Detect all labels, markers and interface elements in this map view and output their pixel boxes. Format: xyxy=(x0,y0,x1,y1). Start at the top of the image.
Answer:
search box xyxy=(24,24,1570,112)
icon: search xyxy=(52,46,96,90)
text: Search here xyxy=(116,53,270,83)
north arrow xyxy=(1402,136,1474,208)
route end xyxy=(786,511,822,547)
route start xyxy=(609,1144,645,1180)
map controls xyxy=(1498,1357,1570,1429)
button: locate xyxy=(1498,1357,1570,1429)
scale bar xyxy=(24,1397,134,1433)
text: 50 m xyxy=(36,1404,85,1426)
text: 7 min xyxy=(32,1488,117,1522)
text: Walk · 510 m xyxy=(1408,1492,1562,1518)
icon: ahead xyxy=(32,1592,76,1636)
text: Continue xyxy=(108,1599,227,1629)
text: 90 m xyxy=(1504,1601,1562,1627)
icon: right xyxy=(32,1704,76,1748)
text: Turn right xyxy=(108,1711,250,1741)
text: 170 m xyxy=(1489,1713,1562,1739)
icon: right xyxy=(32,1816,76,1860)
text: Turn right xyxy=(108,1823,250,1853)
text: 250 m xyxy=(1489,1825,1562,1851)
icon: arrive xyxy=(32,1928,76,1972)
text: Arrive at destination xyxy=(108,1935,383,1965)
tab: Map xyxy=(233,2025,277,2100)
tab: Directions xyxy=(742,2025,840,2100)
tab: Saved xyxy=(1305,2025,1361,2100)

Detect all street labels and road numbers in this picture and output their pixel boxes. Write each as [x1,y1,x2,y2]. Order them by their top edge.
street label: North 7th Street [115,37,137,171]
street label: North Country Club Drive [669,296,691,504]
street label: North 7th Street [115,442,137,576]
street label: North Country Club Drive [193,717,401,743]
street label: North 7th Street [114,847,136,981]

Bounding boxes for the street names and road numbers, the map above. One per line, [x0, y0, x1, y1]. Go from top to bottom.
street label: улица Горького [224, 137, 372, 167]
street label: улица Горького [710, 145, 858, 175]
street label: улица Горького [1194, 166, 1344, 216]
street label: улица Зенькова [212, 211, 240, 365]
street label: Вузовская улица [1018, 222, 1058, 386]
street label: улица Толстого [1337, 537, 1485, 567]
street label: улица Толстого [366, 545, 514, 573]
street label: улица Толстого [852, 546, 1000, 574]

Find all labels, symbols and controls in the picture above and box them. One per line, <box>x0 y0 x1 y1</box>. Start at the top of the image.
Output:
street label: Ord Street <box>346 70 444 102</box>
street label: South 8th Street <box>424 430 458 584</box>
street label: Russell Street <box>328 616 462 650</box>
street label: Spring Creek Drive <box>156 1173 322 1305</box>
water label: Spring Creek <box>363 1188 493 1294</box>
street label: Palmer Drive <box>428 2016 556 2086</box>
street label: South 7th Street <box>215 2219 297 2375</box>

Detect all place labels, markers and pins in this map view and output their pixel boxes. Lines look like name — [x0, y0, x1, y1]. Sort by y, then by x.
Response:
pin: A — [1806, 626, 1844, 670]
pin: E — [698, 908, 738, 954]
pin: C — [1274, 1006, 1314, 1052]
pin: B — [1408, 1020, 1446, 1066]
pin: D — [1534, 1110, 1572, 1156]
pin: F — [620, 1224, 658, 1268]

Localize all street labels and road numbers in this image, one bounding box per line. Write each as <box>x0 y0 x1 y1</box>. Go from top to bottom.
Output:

▶ Goal of the exercise: A single number is required: the count of lines in the data that contain the string "image".

▶ Response to the task: 3